● **Required action**
Pick out and copy every line below that has the word "lane".
(Beginning of Given records)
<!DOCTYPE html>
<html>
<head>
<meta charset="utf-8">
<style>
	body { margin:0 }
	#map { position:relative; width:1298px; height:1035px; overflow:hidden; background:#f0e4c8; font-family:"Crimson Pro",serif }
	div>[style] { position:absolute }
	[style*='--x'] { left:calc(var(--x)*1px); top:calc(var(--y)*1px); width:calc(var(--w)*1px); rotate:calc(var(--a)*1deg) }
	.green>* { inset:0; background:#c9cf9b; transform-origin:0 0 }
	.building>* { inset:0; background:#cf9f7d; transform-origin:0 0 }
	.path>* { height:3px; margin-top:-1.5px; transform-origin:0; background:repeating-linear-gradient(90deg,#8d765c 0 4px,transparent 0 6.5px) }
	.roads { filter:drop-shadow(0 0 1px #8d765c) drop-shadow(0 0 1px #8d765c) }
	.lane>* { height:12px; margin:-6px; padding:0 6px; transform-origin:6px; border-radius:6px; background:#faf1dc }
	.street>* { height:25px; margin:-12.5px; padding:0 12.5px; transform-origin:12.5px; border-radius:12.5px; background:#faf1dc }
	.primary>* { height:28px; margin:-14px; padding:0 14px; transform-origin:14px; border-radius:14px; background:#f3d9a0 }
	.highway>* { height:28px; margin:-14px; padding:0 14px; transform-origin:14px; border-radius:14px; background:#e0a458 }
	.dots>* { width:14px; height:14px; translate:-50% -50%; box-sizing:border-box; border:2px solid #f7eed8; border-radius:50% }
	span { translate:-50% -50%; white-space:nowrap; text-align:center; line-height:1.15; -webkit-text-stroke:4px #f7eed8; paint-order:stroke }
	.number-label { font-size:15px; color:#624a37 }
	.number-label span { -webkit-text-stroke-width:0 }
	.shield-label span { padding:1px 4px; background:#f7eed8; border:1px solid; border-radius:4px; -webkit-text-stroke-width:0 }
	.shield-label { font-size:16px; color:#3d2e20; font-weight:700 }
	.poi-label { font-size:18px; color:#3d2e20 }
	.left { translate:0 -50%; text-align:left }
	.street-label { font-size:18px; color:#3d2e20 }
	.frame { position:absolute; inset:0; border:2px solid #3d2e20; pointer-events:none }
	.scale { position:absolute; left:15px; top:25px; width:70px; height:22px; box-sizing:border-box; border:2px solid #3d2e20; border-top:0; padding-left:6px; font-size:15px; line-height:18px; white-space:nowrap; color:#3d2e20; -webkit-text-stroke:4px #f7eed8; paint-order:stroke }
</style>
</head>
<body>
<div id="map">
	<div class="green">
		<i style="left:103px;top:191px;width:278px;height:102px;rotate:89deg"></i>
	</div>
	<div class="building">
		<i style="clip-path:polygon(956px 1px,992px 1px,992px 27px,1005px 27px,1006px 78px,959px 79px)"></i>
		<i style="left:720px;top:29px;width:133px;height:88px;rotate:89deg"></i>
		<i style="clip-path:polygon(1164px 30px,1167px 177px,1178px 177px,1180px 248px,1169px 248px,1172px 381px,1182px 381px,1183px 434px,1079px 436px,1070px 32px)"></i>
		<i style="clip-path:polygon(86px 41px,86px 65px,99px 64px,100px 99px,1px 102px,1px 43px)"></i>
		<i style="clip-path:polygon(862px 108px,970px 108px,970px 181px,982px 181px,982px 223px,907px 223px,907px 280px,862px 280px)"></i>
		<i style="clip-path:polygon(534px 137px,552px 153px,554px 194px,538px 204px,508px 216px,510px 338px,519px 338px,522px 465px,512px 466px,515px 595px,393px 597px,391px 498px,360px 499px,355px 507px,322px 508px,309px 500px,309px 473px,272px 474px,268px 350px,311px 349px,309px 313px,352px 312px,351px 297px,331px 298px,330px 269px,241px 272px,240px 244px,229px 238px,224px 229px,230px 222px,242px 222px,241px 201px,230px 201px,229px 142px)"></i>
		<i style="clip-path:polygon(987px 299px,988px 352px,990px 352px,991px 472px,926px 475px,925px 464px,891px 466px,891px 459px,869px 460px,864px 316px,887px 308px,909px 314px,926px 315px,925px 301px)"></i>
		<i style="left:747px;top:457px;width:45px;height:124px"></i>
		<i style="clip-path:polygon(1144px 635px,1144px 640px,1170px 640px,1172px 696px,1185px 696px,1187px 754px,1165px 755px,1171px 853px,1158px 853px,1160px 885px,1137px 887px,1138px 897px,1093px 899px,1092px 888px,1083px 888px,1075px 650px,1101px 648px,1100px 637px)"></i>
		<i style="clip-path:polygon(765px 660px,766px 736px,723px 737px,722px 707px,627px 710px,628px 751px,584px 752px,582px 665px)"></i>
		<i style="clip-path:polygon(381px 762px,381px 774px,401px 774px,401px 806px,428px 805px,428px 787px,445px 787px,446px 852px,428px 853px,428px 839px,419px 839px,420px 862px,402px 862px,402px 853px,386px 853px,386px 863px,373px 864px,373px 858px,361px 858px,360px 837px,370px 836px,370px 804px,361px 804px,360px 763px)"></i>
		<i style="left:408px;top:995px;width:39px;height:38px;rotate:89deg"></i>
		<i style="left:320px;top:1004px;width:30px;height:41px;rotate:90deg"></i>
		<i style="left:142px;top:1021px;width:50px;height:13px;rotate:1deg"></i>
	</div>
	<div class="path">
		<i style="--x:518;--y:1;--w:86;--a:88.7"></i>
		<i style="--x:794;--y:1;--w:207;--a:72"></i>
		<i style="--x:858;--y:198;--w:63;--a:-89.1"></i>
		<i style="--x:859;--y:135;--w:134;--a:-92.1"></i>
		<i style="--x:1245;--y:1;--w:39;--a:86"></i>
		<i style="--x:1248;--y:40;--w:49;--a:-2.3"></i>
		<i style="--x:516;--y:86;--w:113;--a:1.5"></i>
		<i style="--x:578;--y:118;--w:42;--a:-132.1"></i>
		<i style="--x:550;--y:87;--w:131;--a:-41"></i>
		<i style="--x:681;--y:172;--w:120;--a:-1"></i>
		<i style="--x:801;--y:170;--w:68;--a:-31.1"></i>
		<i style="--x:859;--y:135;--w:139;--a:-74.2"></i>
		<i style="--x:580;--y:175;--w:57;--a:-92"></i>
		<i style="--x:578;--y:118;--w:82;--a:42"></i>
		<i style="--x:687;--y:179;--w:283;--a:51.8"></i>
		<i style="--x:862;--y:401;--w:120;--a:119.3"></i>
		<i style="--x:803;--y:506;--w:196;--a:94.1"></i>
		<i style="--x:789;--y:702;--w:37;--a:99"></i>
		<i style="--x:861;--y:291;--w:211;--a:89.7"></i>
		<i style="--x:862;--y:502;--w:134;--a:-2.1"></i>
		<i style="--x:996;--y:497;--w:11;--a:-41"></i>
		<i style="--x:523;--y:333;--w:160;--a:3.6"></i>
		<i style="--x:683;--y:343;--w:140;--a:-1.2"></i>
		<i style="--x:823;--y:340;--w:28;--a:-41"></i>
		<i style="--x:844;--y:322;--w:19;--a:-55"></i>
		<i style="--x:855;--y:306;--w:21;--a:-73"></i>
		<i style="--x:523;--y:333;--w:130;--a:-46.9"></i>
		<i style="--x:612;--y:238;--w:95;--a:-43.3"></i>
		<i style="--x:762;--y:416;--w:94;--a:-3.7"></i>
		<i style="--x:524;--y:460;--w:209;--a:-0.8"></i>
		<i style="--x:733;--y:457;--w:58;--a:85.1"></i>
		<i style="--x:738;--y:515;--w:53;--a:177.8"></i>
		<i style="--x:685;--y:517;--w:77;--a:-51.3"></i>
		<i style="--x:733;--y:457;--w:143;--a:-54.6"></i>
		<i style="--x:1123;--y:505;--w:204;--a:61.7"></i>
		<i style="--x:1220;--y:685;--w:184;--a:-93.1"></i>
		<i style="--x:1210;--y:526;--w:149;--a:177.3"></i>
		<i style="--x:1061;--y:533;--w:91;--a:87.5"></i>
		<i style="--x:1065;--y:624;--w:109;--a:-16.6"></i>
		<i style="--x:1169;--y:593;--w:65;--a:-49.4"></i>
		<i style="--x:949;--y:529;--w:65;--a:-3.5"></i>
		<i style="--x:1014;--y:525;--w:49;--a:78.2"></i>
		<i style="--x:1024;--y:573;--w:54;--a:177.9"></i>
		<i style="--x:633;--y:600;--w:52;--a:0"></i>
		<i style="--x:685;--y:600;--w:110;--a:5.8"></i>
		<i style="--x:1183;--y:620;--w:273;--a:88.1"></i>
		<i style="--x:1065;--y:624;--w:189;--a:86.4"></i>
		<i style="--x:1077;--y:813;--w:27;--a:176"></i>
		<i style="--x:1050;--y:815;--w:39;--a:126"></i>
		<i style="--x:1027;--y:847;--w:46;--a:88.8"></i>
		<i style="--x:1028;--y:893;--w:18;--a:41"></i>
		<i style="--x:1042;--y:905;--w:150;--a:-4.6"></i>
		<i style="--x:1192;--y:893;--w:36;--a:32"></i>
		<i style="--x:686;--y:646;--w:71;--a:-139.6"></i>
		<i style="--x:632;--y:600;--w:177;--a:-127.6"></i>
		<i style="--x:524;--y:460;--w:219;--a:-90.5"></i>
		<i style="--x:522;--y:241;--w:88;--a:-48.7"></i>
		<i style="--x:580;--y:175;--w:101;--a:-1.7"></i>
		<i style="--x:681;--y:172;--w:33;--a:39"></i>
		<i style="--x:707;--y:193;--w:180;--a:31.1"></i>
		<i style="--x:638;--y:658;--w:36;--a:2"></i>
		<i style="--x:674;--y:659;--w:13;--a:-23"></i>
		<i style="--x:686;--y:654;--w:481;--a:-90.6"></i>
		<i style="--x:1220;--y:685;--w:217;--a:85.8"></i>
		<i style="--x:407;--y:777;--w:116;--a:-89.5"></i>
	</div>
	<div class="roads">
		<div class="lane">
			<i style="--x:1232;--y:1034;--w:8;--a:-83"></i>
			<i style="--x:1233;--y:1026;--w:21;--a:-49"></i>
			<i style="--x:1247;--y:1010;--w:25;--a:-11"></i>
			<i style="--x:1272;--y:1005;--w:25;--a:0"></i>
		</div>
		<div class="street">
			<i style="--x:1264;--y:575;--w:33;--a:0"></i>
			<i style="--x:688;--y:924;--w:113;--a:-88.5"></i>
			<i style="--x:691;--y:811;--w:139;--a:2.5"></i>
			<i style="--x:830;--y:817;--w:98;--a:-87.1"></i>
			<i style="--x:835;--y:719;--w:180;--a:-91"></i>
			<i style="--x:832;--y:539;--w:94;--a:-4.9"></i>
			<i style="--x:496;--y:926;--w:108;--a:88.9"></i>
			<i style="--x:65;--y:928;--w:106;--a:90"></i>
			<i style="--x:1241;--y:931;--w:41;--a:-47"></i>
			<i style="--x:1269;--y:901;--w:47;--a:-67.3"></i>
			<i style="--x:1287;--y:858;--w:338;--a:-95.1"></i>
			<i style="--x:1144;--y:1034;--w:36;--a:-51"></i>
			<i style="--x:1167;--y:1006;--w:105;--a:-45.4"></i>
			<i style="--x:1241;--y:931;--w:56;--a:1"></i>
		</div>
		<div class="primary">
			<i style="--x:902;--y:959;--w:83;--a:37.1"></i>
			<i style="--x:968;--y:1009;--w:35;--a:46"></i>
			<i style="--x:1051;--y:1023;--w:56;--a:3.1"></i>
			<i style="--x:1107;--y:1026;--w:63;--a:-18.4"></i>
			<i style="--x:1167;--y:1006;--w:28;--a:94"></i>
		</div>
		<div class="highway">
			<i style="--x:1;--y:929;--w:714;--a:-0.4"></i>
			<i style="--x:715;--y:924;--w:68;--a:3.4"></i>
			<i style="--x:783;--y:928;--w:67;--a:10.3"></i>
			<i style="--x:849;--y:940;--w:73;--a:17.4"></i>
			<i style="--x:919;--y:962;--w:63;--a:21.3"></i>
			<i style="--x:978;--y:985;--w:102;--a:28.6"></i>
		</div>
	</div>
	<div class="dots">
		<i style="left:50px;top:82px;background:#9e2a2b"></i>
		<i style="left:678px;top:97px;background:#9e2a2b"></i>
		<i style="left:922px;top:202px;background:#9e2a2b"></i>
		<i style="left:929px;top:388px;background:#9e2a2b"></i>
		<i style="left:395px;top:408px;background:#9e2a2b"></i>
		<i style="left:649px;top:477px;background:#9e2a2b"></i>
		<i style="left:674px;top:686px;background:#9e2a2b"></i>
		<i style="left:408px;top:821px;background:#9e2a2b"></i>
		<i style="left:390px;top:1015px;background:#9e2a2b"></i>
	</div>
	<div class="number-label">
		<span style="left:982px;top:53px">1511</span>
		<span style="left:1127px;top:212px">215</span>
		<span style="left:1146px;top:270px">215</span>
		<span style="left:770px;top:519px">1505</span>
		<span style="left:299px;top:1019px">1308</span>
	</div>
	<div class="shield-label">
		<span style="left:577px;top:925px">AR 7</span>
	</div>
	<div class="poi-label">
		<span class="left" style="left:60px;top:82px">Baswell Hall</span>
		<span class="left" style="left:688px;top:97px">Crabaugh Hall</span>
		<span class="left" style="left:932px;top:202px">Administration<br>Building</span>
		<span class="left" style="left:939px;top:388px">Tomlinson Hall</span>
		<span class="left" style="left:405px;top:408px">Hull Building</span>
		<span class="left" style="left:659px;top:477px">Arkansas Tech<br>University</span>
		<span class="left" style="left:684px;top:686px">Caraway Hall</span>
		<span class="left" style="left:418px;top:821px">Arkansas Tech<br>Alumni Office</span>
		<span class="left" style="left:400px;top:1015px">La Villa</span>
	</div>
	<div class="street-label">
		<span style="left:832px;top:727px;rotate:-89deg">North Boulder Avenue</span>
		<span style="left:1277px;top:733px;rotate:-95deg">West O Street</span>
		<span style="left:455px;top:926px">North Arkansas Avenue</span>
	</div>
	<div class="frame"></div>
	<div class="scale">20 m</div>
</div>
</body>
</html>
(End of Given records)
(Beginning of Given records)
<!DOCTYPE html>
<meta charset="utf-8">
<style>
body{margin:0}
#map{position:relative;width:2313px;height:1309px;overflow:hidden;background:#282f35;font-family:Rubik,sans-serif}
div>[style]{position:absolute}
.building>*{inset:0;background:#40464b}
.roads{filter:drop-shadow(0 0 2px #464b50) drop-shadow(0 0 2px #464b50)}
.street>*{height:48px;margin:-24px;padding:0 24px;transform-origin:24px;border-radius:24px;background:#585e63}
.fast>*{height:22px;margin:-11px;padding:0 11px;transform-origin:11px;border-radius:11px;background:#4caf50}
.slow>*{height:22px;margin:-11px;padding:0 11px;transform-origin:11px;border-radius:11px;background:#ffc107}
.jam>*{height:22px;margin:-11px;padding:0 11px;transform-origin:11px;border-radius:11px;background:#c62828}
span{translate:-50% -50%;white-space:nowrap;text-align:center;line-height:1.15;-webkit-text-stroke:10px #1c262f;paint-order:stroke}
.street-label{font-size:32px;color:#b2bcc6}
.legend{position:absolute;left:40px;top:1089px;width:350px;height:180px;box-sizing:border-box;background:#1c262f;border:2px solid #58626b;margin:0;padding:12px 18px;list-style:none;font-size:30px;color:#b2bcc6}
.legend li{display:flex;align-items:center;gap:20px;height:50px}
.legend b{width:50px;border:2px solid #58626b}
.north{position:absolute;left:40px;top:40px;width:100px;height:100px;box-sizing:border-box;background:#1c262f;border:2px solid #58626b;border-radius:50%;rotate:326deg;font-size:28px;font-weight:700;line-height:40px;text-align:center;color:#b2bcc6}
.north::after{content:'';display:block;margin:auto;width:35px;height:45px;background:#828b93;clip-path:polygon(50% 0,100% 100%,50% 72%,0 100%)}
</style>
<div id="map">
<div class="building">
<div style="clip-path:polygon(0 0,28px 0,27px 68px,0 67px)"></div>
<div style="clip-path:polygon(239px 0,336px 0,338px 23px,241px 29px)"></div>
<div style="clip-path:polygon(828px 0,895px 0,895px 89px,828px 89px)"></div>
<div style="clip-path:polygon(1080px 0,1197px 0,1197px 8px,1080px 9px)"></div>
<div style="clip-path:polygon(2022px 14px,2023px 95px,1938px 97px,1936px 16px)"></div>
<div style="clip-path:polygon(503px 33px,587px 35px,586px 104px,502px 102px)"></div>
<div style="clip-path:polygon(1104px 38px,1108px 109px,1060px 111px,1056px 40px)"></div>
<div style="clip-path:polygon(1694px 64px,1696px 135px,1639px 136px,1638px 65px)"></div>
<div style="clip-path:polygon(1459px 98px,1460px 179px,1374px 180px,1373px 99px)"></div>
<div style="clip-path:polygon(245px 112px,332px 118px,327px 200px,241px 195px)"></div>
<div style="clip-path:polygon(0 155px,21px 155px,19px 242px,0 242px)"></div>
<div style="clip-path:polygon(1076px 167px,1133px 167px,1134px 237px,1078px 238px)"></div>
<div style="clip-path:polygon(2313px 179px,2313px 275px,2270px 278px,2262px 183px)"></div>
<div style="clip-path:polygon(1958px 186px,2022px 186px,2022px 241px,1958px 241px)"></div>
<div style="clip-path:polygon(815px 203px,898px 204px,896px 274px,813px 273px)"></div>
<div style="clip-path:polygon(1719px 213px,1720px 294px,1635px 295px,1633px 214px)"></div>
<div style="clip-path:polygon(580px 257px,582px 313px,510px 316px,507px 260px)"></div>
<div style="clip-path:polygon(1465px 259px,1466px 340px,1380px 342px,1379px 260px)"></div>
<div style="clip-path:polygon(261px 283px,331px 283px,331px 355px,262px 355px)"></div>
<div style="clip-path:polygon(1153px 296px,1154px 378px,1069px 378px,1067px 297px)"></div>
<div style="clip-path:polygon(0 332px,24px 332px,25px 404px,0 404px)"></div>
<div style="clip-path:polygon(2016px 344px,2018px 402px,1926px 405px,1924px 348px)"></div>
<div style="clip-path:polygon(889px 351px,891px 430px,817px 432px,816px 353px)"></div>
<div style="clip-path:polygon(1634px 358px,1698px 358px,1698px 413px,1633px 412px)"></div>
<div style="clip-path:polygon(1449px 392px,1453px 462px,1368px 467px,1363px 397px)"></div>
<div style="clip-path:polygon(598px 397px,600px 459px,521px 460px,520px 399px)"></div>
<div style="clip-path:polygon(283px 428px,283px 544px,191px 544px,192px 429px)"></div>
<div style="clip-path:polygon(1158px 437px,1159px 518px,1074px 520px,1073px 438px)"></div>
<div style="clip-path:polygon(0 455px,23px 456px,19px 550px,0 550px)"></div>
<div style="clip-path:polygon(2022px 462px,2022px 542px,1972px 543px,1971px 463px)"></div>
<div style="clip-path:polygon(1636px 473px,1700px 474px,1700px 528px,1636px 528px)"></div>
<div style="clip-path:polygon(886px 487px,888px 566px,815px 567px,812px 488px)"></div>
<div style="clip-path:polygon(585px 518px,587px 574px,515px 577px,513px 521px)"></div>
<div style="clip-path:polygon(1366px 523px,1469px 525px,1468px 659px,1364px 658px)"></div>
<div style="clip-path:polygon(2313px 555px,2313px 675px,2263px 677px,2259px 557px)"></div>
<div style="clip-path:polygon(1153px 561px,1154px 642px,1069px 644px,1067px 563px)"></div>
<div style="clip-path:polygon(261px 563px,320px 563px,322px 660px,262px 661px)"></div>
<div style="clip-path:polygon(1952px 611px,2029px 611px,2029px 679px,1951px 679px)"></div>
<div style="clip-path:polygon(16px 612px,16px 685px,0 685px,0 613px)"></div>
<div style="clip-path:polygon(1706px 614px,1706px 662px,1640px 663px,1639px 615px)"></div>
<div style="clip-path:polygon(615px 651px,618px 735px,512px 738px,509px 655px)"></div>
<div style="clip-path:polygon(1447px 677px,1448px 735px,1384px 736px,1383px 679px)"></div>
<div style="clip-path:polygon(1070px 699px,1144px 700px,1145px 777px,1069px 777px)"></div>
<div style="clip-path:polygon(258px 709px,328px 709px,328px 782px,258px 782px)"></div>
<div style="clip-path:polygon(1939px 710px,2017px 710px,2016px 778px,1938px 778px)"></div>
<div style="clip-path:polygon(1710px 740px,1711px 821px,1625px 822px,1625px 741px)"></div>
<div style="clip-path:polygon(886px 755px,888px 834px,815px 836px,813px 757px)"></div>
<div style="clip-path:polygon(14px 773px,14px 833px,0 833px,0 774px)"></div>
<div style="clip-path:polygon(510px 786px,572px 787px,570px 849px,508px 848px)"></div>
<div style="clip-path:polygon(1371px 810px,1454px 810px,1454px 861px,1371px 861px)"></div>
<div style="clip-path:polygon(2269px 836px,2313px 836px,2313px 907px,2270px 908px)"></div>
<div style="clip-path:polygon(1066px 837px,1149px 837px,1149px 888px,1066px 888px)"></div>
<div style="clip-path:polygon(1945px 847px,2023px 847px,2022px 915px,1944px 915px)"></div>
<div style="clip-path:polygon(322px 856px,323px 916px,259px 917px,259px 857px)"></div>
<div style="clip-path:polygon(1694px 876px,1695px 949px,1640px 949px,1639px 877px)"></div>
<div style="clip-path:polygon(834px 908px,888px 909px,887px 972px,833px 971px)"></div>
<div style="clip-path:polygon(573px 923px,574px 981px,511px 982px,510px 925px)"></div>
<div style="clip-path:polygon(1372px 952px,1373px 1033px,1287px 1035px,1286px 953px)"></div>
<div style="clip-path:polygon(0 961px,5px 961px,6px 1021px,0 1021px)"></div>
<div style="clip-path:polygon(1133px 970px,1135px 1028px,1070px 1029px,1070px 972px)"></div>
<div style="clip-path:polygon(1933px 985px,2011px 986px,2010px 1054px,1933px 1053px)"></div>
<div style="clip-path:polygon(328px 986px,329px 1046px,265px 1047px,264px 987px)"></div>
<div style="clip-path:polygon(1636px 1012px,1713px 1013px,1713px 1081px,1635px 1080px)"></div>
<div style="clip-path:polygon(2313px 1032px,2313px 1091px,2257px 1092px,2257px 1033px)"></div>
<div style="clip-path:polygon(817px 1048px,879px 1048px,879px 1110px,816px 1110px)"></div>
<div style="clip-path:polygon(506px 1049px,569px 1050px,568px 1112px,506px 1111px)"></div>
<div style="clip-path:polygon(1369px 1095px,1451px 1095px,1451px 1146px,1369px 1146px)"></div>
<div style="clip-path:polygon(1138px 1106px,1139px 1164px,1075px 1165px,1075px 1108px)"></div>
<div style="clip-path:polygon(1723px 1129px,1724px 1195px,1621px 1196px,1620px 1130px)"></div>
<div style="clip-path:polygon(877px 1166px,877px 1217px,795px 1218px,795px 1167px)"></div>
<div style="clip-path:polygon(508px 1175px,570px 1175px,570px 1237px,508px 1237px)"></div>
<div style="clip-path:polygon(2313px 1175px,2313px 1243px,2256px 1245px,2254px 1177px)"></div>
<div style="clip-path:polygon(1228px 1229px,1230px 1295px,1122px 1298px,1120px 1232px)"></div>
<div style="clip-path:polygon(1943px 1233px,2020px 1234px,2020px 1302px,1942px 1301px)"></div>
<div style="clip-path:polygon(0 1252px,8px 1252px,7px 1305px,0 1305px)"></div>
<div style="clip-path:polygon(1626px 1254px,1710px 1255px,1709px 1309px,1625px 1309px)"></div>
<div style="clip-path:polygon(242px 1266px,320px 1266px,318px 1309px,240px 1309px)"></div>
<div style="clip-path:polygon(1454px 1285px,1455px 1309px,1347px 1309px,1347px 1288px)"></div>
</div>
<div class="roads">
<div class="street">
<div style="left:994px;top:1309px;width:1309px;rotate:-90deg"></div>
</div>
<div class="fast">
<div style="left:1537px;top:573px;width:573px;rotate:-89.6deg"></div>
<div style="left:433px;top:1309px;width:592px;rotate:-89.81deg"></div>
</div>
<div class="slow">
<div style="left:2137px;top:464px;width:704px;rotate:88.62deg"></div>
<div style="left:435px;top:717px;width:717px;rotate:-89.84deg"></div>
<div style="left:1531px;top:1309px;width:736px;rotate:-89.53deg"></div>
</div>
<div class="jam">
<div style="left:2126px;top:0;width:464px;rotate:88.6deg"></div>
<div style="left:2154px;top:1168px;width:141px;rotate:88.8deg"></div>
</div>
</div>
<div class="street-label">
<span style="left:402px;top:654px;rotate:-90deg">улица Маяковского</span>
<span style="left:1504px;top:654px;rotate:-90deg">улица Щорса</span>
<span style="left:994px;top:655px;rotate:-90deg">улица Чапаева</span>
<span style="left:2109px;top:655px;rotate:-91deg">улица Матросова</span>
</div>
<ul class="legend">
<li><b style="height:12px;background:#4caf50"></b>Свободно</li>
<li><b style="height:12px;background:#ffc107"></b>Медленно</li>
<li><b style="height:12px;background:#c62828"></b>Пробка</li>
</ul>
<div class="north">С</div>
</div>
(End of Given records)
● **Solution to this exercise**
	.lane>* { height:12px; margin:-6px; padding:0 6px; transform-origin:6px; border-radius:6px; background:#faf1dc }
		<div class="lane">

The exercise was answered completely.